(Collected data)
Content starts

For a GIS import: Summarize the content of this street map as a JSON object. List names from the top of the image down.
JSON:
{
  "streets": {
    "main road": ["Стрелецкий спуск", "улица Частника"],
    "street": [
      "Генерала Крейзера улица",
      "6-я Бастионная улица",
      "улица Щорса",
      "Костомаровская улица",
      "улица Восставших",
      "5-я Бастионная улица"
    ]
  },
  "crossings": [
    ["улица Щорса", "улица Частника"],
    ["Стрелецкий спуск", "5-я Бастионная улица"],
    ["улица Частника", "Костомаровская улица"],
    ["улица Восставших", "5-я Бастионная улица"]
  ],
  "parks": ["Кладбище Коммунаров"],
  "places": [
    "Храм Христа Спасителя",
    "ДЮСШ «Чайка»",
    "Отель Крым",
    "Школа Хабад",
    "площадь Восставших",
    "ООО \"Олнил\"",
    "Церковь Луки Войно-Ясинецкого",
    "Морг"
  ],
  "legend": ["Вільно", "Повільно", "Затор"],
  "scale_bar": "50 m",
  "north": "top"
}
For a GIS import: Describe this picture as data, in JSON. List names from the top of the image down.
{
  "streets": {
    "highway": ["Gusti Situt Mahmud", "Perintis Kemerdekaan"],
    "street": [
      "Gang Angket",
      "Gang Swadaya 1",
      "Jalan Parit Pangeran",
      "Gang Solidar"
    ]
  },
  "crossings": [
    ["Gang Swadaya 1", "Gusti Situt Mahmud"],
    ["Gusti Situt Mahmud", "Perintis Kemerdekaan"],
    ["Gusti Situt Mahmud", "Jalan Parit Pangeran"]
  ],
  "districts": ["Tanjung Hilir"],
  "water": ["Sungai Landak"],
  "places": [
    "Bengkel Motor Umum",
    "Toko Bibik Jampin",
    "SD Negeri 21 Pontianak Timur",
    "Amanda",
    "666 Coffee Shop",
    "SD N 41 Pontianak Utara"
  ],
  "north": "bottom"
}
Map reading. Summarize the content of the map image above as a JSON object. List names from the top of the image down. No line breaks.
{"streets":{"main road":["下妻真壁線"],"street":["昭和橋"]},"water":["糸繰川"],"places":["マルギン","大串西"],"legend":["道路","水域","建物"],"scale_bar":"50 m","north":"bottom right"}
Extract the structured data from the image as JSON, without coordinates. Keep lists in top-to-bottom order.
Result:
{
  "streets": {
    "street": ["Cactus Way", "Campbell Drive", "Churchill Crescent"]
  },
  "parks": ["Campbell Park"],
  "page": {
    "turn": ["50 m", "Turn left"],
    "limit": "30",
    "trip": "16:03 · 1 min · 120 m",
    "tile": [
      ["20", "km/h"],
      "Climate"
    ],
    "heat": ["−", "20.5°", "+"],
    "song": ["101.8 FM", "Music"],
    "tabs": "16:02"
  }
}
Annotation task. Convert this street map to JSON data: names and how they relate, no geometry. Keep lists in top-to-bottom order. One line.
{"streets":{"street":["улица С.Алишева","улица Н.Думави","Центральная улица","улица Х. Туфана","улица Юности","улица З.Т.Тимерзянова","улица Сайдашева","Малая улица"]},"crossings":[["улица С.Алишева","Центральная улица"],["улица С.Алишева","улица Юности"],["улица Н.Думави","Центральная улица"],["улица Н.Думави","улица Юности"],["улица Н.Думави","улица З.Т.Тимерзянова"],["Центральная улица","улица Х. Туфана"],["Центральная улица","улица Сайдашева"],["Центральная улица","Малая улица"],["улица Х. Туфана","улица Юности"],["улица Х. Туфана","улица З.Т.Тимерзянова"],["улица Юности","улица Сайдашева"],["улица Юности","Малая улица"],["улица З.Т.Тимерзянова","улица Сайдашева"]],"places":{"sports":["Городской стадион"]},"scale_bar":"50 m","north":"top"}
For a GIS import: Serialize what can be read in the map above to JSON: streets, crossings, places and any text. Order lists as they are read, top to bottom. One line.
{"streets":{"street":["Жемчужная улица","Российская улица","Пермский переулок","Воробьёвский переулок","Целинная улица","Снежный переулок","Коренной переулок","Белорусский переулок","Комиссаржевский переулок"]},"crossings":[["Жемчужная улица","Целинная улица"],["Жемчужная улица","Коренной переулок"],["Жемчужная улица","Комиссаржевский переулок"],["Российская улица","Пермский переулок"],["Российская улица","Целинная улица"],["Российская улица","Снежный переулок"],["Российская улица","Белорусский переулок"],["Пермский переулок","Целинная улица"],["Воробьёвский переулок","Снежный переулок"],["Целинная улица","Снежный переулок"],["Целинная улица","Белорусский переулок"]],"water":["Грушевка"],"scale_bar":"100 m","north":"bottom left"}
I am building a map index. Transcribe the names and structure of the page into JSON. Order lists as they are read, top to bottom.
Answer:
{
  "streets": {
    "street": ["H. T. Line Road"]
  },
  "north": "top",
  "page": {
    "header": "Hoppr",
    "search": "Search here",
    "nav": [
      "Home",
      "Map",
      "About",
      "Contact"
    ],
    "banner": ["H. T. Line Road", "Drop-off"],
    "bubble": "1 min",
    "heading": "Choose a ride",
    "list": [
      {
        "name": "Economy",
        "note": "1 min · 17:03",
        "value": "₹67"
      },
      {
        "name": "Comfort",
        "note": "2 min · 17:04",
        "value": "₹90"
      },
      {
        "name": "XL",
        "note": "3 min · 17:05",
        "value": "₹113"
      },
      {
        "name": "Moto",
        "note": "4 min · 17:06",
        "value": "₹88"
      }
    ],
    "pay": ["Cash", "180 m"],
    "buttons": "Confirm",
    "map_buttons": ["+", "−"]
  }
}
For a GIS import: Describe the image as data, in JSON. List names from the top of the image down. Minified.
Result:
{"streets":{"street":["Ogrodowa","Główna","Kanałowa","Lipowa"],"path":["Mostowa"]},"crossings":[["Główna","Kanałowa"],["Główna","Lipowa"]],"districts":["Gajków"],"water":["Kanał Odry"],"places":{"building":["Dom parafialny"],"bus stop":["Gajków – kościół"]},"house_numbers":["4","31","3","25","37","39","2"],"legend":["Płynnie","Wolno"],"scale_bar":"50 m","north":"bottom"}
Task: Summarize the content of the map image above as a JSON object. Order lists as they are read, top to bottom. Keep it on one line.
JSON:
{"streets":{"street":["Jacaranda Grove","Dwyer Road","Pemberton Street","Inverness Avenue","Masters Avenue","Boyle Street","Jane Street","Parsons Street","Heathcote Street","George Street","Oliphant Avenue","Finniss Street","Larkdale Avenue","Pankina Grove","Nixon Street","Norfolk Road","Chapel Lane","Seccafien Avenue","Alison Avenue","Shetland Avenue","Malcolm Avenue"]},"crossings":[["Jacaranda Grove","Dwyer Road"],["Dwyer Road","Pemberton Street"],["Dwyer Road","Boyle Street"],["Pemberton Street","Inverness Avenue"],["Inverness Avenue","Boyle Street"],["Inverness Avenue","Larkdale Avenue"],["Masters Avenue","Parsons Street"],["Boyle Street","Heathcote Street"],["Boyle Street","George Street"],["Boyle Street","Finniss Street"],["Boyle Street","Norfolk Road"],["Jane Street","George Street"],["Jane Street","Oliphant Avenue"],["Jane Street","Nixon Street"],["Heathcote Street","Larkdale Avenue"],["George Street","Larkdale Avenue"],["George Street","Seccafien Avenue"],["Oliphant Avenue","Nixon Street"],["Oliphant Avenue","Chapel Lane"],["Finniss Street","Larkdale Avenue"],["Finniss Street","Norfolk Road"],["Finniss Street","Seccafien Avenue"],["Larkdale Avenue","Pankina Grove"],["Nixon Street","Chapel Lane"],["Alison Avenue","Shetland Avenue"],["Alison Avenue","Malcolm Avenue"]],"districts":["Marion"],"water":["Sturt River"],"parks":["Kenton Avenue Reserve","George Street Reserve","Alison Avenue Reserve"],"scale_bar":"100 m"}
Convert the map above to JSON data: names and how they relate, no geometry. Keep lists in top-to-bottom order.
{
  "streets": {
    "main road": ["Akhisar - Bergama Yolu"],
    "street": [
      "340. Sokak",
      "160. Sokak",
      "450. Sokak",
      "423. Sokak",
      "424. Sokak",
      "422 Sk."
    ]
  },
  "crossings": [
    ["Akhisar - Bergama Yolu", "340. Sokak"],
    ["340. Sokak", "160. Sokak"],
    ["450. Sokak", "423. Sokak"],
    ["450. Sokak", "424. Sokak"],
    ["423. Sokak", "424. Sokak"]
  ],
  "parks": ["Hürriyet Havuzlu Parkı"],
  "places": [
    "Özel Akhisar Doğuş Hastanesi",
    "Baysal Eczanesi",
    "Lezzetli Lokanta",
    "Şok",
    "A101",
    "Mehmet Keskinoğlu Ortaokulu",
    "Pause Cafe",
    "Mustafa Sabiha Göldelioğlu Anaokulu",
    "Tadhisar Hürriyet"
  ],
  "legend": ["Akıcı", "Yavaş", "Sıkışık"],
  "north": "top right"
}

Content ends

WORK ITEM: The answer should be an exact copy of the lines from the first line of the data through the line with "Extract the structured" and should contain nothing else.

COMPLETED TASK:
For a GIS import: Summarize the content of this street map as a JSON object. List names from the top of the image down.
JSON:
{
  "streets": {
    "main road": ["Стрелецкий спуск", "улица Частника"],
    "street": [
      "Генерала Крейзера улица",
      "6-я Бастионная улица",
      "улица Щорса",
      "Костомаровская улица",
      "улица Восставших",
      "5-я Бастионная улица"
    ]
  },
  "crossings": [
    ["улица Щорса", "улица Частника"],
    ["Стрелецкий спуск", "5-я Бастионная улица"],
    ["улица Частника", "Костомаровская улица"],
    ["улица Восставших", "5-я Бастионная улица"]
  ],
  "parks": ["Кладбище Коммунаров"],
  "places": [
    "Храм Христа Спасителя",
    "ДЮСШ «Чайка»",
    "Отель Крым",
    "Школа Хабад",
    "площадь Восставших",
    "ООО \"Олнил\"",
    "Церковь Луки Войно-Ясинецкого",
    "Морг"
  ],
  "legend": ["Вільно", "Повільно", "Затор"],
  "scale_bar": "50 m",
  "north": "top"
}
For a GIS import: Describe this picture as data, in JSON. List names from the top of the image down.
{
  "streets": {
    "highway": ["Gusti Situt Mahmud", "Perintis Kemerdekaan"],
    "street": [
      "Gang Angket",
      "Gang Swadaya 1",
      "Jalan Parit Pangeran",
      "Gang Solidar"
    ]
  },
  "crossings": [
    ["Gang Swadaya 1", "Gusti Situt Mahmud"],
    ["Gusti Situt Mahmud", "Perintis Kemerdekaan"],
    ["Gusti Situt Mahmud", "Jalan Parit Pangeran"]
  ],
  "districts": ["Tanjung Hilir"],
  "water": ["Sungai Landak"],
  "places": [
    "Bengkel Motor Umum",
    "Toko Bibik Jampin",
    "SD Negeri 21 Pontianak Timur",
    "Amanda",
    "666 Coffee Shop",
    "SD N 41 Pontianak Utara"
  ],
  "north": "bottom"
}
Map reading. Summarize the content of the map image above as a JSON object. List names from the top of the image down. No line breaks.
{"streets":{"main road":["下妻真壁線"],"street":["昭和橋"]},"water":["糸繰川"],"places":["マルギン","大串西"],"legend":["道路","水域","建物"],"scale_bar":"50 m","north":"bottom right"}
Extract the structured data from the image as JSON, without coordinates. Keep lists in top-to-bottom order.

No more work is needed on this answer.